401(k) to IRA Rollover Rules: What You Need to Know

Most of us don't stay at the same job forever. If you have a 401(k) plan through an employer and are downsized or decide to switch jobs, you'll generally have a few options for what to do with that money. You could leave it where it is (provided your plan's rules allow for that), you could move it into another 401(k), or you could roll it into an IRA.

There are several good reasons to initiate a 401(k) to IRA rollover, but the primary benefit is the world of investment choices IRAs typically offer. That said, there could be tax implications when you transfer money from a 401(k) to an IRA, so it's important to understand how this conversion might impact you financially.


Why choose an IRA?

IRAs provide certain benefits that 401(k)s do not. While most 401(k)s offer limited investment choices, IRAs tend to give savers far more options for where to put their money. These added choices can help you avoid high investment fees while allowing for greater diversification. Furthermore, while it's usually not a good idea to take an early withdrawal from a retirement account, IRAs offer more flexibility should this need arise. Specifically, you can withdraw up to $10,000 penalty-free from an IRA before age 59-1/2 to purchase a first-time home. You can also avoid an early withdrawal penalty if you take money out of an IRA to pay for qualified college expenses.

How to roll over your 401(k)

The easiest way to move your 401(k) without tax implications is to initiate a direct rollover, where your former plan assets are transferred directly from your employer-sponsored plan to a traditional IRA. Once you complete the appropriate paperwork, the money from your 401(k) is typically moved over by electronic transfer or check, and you won't be required to pay any taxes as part of the process.

While rolling a 401(k) into a traditional IRA is generally a fairly seamless process, transferring a traditional 401(k) to a Roth IRA is bit more complicated due to the tax implications involved. Unlike traditional 401(k)s and IRAs, which are funded with pre-tax dollars, Roth IRAs are funded with after-tax dollars. While all of these accounts get to grow tax-deferred, Roths offer the added benefit of tax-free withdrawals in retirement, whereas distributions from traditional IRAs and 401(k)s are taxed in retirement as ordinary income. If you decide to roll assets from a traditional 401(k) to a Roth IRA, you will need to pay taxes on whatever amount you convert.

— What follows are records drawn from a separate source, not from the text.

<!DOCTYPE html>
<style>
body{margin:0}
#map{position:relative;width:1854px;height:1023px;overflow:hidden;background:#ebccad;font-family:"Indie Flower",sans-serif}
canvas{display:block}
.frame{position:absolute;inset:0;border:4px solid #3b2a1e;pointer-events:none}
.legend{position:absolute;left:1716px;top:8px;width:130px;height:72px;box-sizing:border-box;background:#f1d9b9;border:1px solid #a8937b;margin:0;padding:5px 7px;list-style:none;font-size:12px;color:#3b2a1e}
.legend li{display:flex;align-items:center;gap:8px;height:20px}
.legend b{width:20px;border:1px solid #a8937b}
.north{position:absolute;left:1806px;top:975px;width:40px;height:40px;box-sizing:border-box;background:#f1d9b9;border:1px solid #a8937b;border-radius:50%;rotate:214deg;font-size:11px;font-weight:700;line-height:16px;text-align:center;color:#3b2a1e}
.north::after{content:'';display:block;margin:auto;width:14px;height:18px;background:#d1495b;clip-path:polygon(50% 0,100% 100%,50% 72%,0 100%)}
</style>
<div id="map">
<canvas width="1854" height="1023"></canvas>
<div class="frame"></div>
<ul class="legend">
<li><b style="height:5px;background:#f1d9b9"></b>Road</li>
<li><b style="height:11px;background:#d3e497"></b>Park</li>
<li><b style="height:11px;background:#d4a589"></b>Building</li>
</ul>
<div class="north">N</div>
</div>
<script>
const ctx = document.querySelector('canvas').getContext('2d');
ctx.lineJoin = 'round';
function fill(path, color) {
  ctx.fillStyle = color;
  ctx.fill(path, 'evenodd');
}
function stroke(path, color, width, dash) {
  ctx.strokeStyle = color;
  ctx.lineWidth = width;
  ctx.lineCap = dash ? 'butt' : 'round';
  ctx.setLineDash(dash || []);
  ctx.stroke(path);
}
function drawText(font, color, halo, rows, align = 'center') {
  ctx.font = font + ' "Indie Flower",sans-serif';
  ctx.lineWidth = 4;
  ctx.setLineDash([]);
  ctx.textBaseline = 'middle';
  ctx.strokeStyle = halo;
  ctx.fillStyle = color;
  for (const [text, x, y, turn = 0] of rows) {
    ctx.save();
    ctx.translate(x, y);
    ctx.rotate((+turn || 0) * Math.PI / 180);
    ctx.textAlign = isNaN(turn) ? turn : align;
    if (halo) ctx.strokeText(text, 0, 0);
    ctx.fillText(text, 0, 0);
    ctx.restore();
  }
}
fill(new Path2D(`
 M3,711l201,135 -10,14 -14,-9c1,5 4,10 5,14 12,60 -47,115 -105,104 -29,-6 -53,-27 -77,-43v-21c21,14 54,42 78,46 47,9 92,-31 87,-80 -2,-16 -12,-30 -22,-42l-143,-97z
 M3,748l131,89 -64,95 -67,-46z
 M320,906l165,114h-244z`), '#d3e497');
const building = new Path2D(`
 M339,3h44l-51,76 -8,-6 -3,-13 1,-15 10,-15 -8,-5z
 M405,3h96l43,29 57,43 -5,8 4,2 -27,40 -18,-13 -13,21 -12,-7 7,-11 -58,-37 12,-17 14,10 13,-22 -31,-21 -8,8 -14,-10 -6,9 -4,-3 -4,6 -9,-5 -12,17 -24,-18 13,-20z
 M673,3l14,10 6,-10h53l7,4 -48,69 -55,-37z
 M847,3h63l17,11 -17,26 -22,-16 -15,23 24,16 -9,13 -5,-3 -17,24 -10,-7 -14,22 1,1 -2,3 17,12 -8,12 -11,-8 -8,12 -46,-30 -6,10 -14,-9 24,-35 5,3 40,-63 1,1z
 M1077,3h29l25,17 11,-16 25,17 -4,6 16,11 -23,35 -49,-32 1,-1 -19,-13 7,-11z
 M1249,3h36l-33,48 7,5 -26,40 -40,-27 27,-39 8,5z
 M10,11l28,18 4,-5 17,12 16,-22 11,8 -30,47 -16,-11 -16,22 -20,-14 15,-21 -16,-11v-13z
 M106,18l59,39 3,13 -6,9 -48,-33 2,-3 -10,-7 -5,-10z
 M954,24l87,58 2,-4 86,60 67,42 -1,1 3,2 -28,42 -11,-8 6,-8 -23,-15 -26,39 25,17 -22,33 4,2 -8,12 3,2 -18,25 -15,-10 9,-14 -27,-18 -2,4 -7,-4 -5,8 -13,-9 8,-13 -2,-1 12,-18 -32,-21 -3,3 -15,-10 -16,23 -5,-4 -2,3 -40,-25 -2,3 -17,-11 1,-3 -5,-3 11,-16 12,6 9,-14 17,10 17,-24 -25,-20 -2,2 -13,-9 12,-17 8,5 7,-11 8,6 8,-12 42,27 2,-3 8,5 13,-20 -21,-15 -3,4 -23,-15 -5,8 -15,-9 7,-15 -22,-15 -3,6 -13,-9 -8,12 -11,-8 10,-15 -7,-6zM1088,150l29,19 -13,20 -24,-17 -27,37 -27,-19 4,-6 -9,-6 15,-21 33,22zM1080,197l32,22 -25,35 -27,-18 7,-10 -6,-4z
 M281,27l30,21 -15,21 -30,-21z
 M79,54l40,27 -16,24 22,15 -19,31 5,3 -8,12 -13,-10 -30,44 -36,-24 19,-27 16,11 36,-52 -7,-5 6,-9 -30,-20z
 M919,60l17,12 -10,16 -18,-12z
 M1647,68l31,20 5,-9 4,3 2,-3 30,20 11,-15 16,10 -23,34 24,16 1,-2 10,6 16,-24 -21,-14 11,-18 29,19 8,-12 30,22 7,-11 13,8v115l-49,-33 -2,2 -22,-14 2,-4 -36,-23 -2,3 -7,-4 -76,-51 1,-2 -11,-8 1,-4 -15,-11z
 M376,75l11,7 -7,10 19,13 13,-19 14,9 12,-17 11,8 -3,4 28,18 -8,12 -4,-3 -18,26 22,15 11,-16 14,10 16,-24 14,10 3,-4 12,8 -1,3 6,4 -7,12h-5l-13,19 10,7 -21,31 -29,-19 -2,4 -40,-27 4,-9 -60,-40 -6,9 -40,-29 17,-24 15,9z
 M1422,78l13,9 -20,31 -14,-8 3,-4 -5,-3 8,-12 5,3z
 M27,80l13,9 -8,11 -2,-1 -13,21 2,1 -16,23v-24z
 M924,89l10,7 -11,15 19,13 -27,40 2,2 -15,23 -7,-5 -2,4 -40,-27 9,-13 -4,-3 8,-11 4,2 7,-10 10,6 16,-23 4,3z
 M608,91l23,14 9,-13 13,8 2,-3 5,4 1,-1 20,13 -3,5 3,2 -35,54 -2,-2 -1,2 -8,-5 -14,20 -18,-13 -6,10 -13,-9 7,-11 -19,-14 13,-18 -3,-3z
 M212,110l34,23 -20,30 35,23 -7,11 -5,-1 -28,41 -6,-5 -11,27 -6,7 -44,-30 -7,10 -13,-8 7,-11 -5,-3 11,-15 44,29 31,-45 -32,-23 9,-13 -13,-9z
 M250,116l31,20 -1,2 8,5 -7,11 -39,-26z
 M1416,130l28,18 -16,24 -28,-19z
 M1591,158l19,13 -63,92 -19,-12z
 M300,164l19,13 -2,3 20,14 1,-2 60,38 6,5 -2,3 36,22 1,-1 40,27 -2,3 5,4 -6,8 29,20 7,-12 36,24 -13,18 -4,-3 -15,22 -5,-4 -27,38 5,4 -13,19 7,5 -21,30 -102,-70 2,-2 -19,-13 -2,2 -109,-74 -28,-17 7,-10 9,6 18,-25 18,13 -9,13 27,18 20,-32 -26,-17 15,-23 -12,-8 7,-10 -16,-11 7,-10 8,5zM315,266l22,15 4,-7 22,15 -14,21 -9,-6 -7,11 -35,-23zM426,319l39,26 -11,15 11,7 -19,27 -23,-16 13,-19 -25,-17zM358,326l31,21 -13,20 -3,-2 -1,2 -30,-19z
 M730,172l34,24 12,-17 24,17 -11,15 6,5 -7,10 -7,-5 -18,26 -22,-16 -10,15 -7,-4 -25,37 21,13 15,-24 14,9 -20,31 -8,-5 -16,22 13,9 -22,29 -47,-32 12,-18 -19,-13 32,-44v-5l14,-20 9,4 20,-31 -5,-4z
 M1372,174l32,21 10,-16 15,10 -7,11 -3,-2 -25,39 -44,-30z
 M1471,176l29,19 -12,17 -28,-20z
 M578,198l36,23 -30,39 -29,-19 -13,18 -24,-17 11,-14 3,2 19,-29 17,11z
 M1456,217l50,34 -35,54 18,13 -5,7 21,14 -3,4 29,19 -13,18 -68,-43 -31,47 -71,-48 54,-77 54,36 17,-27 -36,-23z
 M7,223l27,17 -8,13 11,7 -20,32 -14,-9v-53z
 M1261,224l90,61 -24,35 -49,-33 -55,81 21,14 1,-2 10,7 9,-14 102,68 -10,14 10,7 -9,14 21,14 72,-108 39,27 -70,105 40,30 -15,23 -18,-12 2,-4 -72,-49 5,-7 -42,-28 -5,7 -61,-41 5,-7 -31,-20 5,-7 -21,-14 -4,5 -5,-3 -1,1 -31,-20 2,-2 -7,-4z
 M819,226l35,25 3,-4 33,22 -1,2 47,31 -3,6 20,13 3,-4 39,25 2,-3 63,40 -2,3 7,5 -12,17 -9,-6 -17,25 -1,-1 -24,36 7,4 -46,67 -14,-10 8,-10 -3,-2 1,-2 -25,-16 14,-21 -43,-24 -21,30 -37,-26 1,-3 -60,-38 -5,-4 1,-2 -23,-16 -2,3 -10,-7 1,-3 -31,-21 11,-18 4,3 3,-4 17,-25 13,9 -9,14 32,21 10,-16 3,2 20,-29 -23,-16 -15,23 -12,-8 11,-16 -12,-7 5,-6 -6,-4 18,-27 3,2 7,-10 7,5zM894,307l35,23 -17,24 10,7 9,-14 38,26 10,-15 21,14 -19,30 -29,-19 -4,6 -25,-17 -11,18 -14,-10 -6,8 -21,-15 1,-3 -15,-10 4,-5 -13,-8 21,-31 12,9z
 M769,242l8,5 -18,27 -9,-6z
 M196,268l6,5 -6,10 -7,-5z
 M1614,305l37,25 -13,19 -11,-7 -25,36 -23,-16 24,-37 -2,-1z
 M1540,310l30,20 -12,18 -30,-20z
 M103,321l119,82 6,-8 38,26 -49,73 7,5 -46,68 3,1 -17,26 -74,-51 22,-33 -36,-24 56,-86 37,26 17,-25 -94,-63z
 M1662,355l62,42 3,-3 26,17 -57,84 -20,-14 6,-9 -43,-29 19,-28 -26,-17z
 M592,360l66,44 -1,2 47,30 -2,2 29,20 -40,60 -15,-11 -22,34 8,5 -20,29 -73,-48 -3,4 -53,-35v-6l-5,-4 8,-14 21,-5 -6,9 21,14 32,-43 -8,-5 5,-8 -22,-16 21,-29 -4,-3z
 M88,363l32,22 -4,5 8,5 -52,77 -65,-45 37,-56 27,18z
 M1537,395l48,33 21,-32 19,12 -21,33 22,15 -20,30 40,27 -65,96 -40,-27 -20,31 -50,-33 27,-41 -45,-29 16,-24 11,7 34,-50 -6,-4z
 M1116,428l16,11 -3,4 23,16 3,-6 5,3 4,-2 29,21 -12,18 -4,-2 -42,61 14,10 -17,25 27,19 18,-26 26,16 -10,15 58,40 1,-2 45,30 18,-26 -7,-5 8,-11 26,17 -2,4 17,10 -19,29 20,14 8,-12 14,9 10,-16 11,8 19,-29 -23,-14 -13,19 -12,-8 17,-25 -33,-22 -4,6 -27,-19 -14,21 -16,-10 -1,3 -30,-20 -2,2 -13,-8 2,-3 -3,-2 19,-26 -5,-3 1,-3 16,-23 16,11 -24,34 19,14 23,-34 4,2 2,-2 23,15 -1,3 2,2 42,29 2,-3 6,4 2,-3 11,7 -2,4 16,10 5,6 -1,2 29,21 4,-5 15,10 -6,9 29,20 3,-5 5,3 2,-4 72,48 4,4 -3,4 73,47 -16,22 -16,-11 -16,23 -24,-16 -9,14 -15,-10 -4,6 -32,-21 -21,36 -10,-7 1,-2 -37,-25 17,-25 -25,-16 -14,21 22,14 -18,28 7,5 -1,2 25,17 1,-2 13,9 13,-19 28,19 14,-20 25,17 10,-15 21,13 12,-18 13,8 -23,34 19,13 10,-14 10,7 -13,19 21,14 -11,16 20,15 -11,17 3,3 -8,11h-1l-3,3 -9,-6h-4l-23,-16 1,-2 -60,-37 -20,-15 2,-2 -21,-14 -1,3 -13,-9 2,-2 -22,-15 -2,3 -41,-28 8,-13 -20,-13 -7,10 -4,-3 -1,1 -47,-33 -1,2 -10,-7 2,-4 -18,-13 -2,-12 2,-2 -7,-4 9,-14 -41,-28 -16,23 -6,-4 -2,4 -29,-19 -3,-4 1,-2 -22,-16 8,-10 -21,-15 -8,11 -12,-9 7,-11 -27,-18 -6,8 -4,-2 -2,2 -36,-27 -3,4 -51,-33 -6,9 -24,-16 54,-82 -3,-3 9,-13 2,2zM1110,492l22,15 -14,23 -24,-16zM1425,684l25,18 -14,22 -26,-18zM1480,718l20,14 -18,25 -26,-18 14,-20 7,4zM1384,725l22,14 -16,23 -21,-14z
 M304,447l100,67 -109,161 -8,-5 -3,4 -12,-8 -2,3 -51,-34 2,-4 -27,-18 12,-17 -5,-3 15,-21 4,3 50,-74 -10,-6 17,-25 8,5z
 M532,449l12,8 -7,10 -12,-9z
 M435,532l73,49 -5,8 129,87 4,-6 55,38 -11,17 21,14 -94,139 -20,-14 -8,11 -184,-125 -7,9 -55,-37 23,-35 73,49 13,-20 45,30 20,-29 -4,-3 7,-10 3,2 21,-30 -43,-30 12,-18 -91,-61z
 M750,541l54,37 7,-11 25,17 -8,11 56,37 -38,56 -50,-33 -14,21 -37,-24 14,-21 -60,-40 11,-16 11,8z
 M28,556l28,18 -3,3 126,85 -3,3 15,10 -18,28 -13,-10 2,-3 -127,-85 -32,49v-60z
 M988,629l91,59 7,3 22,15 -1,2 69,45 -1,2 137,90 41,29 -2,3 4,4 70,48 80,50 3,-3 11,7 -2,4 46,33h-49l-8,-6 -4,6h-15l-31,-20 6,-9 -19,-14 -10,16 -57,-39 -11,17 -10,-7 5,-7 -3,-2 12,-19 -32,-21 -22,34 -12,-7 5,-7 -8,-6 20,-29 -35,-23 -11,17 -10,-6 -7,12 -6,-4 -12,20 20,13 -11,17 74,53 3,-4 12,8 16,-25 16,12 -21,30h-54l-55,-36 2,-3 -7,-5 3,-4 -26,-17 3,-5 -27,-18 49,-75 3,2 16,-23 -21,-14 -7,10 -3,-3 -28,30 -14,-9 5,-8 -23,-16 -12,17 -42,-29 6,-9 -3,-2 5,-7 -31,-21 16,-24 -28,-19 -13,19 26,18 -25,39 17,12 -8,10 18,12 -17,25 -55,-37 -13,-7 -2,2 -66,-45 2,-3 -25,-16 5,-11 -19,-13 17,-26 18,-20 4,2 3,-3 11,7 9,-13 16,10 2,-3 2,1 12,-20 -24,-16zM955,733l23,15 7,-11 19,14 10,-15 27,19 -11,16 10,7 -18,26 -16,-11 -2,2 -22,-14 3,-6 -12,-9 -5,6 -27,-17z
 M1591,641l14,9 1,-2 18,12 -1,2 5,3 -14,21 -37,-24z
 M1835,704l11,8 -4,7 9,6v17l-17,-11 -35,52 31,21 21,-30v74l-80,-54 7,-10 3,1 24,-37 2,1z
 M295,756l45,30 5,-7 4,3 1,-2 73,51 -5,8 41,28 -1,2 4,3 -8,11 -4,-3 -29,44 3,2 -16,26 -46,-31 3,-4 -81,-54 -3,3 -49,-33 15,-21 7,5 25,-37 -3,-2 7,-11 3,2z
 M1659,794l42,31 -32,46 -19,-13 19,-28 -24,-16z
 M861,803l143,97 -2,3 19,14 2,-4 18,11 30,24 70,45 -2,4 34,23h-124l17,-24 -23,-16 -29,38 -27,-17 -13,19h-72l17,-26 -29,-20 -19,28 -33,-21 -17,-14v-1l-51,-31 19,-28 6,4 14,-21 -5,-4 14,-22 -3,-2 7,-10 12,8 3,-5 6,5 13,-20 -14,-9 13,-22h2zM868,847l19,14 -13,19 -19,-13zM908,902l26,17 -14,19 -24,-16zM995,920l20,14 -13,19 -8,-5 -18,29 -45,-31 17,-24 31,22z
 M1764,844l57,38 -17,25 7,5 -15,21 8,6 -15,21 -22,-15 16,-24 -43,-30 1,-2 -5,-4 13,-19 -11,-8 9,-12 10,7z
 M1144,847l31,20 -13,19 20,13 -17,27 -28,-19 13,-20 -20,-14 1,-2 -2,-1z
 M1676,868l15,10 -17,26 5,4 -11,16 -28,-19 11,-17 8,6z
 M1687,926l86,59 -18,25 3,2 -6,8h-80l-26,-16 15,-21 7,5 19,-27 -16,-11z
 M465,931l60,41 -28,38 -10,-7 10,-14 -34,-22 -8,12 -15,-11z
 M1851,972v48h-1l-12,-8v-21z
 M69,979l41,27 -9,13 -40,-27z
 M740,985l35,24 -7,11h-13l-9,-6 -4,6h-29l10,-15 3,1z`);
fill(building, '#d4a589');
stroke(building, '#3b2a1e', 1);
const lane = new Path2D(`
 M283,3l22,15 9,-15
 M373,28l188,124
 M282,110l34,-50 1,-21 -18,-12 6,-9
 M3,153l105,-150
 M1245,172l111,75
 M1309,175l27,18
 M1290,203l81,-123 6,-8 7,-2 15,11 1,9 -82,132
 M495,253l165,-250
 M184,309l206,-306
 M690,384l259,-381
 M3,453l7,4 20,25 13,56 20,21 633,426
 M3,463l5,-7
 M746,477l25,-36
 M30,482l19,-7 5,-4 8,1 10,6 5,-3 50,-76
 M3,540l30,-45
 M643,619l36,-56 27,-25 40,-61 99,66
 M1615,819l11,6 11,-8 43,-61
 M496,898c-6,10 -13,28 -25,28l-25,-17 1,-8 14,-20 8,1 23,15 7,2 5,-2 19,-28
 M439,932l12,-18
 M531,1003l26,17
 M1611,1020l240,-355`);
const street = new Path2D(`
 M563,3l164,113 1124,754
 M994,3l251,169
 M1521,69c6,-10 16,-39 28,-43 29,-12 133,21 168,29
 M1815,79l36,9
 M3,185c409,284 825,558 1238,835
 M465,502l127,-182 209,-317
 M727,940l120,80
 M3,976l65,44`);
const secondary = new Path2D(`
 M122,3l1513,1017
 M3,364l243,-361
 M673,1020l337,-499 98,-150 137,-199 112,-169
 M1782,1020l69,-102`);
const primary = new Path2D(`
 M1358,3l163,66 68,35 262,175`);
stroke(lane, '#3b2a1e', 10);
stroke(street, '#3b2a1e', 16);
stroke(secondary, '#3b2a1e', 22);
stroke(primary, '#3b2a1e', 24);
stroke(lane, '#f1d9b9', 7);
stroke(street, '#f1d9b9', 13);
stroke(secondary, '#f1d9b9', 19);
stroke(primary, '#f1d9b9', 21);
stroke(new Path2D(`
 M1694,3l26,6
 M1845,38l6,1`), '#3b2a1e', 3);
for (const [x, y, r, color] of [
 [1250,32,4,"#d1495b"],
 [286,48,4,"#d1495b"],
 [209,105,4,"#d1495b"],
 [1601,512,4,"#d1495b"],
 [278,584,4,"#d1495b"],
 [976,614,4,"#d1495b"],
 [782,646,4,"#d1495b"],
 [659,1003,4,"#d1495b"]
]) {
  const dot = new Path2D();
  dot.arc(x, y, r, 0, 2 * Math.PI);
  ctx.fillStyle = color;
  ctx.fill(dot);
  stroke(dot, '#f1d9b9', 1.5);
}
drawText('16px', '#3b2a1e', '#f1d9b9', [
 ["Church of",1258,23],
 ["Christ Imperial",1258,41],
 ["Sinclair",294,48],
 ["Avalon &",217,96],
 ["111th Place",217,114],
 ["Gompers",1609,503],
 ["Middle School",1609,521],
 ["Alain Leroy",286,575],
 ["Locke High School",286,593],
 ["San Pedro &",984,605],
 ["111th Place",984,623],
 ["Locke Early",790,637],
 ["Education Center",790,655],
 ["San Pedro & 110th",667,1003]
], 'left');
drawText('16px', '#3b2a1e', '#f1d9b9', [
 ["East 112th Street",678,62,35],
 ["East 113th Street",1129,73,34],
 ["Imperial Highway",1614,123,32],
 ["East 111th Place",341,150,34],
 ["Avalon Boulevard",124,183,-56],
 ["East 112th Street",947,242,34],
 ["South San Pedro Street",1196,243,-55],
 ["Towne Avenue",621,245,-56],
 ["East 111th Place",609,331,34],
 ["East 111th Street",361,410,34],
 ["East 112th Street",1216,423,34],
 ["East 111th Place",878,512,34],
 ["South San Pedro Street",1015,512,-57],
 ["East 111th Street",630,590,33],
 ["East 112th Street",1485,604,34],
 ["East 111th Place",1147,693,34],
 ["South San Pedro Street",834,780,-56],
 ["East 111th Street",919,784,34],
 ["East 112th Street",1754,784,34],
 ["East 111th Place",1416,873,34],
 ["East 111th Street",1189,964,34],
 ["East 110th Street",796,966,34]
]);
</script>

Now if you happen to have a Roth 401(k), you can roll it into a Roth IRA and avoid taxes completely. But moving assets from a traditional 401(k) to a Roth IRA will trigger a tax situation.

Indirect 401(k) rollovers

While a direct 401(k) rollover is generally the easiest way to facilitate a transfer, some people opt for indirect rollovers. Why might you do this? If you want to move money out of your former plan immediately but aren't sure where to put it, an indirect rollover buys you a little more time to make that decision.

Furthermore, under the right circumstances, an indirect rollover can serve as a short-term loan of sorts. If, for example, you're between jobs and need a little extra cash to tide yourself over, you can indirectly roll over your 401(k). When this happens, you'll get a check for your account value minus 20% for tax withholding purposes. As long as you redeposit that money into another 401(k) or IRA within 60 days, you won't face an early withdrawal penalty, and if you complete your rollover within that timeframe, your withheld funds will be returned to you when you file your tax return for the year.

There are many good reasons to roll a 401(k) into an IRA. The more aware you are of the rules and tax implications involved, the better your chances of a smooth transfer that will ultimately benefit you financially.